## Task brief
Exact copies of all records below are needed.

## Data section

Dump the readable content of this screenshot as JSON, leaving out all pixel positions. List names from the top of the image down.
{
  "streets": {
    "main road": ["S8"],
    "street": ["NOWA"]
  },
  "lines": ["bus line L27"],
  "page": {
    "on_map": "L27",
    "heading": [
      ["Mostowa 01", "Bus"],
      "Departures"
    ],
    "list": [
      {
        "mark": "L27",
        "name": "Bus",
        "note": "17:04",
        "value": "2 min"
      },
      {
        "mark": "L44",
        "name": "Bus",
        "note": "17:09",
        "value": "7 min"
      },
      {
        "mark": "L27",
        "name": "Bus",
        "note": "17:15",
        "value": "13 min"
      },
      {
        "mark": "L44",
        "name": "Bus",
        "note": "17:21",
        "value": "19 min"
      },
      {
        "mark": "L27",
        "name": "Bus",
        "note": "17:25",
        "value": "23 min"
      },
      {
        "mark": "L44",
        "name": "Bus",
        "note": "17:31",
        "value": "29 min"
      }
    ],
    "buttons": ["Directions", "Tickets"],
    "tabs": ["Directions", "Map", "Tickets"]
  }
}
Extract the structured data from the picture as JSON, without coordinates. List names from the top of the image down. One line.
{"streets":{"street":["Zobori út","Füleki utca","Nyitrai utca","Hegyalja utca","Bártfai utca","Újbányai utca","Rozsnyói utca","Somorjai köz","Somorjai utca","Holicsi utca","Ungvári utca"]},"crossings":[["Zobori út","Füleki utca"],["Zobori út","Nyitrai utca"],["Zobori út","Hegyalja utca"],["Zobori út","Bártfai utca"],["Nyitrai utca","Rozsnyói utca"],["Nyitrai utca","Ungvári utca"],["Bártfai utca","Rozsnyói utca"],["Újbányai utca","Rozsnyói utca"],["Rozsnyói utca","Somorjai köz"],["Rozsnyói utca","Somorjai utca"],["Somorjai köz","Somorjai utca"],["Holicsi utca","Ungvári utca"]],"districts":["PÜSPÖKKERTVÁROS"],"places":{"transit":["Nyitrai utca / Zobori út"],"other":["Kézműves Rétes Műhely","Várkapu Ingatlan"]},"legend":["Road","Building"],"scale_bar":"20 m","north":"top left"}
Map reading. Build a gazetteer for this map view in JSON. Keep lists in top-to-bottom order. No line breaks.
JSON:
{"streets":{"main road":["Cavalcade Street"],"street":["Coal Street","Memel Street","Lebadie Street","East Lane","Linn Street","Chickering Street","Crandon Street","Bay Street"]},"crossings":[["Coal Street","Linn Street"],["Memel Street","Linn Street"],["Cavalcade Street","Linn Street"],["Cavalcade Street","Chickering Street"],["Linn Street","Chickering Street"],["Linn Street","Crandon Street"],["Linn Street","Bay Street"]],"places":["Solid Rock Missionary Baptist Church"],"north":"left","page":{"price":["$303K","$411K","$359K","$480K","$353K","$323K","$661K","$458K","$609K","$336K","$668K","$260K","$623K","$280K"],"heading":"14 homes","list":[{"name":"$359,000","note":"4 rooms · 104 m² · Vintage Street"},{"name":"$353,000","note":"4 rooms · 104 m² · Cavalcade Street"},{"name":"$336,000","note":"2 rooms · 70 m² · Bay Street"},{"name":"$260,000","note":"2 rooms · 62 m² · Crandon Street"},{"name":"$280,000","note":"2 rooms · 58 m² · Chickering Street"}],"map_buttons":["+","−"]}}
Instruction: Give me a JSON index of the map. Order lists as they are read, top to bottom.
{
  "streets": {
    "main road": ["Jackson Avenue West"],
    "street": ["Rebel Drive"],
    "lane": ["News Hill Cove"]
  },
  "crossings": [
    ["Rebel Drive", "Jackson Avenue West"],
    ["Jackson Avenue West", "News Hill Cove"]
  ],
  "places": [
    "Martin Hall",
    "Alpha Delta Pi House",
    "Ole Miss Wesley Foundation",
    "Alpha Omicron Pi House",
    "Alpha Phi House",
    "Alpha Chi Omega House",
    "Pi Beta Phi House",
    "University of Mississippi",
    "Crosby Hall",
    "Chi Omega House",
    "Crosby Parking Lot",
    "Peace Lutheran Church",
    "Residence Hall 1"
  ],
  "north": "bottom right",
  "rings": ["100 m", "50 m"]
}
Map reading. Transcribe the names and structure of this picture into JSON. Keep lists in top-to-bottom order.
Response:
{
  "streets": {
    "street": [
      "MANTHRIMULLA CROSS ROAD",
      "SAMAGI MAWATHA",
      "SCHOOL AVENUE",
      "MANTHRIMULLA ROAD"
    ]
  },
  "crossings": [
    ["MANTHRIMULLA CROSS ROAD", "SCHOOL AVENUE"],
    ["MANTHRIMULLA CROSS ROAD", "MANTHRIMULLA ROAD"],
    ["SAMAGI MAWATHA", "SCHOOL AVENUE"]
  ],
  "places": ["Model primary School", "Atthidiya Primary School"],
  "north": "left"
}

## Written answer
Dump the readable content of this screenshot as JSON, leaving out all pixel positions. List names from the top of the image down.
{
  "streets": {
    "main road": ["S8"],
    "street": ["NOWA"]
  },
  "lines": ["bus line L27"],
  "page": {
    "on_map": "L27",
    "heading": [
      ["Mostowa 01", "Bus"],
      "Departures"
    ],
    "list": [
      {
        "mark": "L27",
        "name": "Bus",
        "note": "17:04",
        "value": "2 min"
      },
      {
        "mark": "L44",
        "name": "Bus",
        "note": "17:09",
        "value": "7 min"
      },
      {
        "mark": "L27",
        "name": "Bus",
        "note": "17:15",
        "value": "13 min"
      },
      {
        "mark": "L44",
        "name": "Bus",
        "note": "17:21",
        "value": "19 min"
      },
      {
        "mark": "L27",
        "name": "Bus",
        "note": "17:25",
        "value": "23 min"
      },
      {
        "mark": "L44",
        "name": "Bus",
        "note": "17:31",
        "value": "29 min"
      }
    ],
    "buttons": ["Directions", "Tickets"],
    "tabs": ["Directions", "Map", "Tickets"]
  }
}
Extract the structured data from the picture as JSON, without coordinates. List names from the top of the image down. One line.
{"streets":{"street":["Zobori út","Füleki utca","Nyitrai utca","Hegyalja utca","Bártfai utca","Újbányai utca","Rozsnyói utca","Somorjai köz","Somorjai utca","Holicsi utca","Ungvári utca"]},"crossings":[["Zobori út","Füleki utca"],["Zobori út","Nyitrai utca"],["Zobori út","Hegyalja utca"],["Zobori út","Bártfai utca"],["Nyitrai utca","Rozsnyói utca"],["Nyitrai utca","Ungvári utca"],["Bártfai utca","Rozsnyói utca"],["Újbányai utca","Rozsnyói utca"],["Rozsnyói utca","Somorjai köz"],["Rozsnyói utca","Somorjai utca"],["Somorjai köz","Somorjai utca"],["Holicsi utca","Ungvári utca"]],"districts":["PÜSPÖKKERTVÁROS"],"places":{"transit":["Nyitrai utca / Zobori út"],"other":["Kézműves Rétes Műhely","Várkapu Ingatlan"]},"legend":["Road","Building"],"scale_bar":"20 m","north":"top left"}
Map reading. Build a gazetteer for this map view in JSON. Keep lists in top-to-bottom order. No line breaks.
JSON:
{"streets":{"main road":["Cavalcade Street"],"street":["Coal Street","Memel Street","Lebadie Street","East Lane","Linn Street","Chickering Street","Crandon Street","Bay Street"]},"crossings":[["Coal Street","Linn Street"],["Memel Street","Linn Street"],["Cavalcade Street","Linn Street"],["Cavalcade Street","Chickering Street"],["Linn Street","Chickering Street"],["Linn Street","Crandon Street"],["Linn Street","Bay Street"]],"places":["Solid Rock Missionary Baptist Church"],"north":"left","page":{"price":["$303K","$411K","$359K","$480K","$353K","$323K","$661K","$458K","$609K","$336K","$668K","$260K","$623K","$280K"],"heading":"14 homes","list":[{"name":"$359,000","note":"4 rooms · 104 m² · Vintage Street"},{"name":"$353,000","note":"4 rooms · 104 m² · Cavalcade Street"},{"name":"$336,000","note":"2 rooms · 70 m² · Bay Street"},{"name":"$260,000","note":"2 rooms · 62 m² · Crandon Street"},{"name":"$280,000","note":"2 rooms · 58 m² · Chickering Street"}],"map_buttons":["+","−"]}}
Instruction: Give me a JSON index of the map. Order lists as they are read, top to bottom.
{
  "streets": {
    "main road": ["Jackson Avenue West"],
    "street": ["Rebel Drive"],
    "lane": ["News Hill Cove"]
  },
  "crossings": [
    ["Rebel Drive", "Jackson Avenue West"],
    ["Jackson Avenue West", "News Hill Cove"]
  ],
  "places": [
    "Martin Hall",
    "Alpha Delta Pi House",
    "Ole Miss Wesley Foundation",
    "Alpha Omicron Pi House",
    "Alpha Phi House",
    "Alpha Chi Omega House",
    "Pi Beta Phi House",
    "University of Mississippi",
    "Crosby Hall",
    "Chi Omega House",
    "Crosby Parking Lot",
    "Peace Lutheran Church",
    "Residence Hall 1"
  ],
  "north": "bottom right",
  "rings": ["100 m", "50 m"]
}
Map reading. Transcribe the names and structure of this picture into JSON. Keep lists in top-to-bottom order.
Response:
{
  "streets": {
    "street": [
      "MANTHRIMULLA CROSS ROAD",
      "SAMAGI MAWATHA",
      "SCHOOL AVENUE",
      "MANTHRIMULLA ROAD"
    ]
  },
  "crossings": [
    ["MANTHRIMULLA CROSS ROAD", "SCHOOL AVENUE"],
    ["MANTHRIMULLA CROSS ROAD", "MANTHRIMULLA ROAD"],
    ["SAMAGI MAWATHA", "SCHOOL AVENUE"]
  ],
  "places": ["Model primary School", "Atthidiya Primary School"],
  "north": "left"
}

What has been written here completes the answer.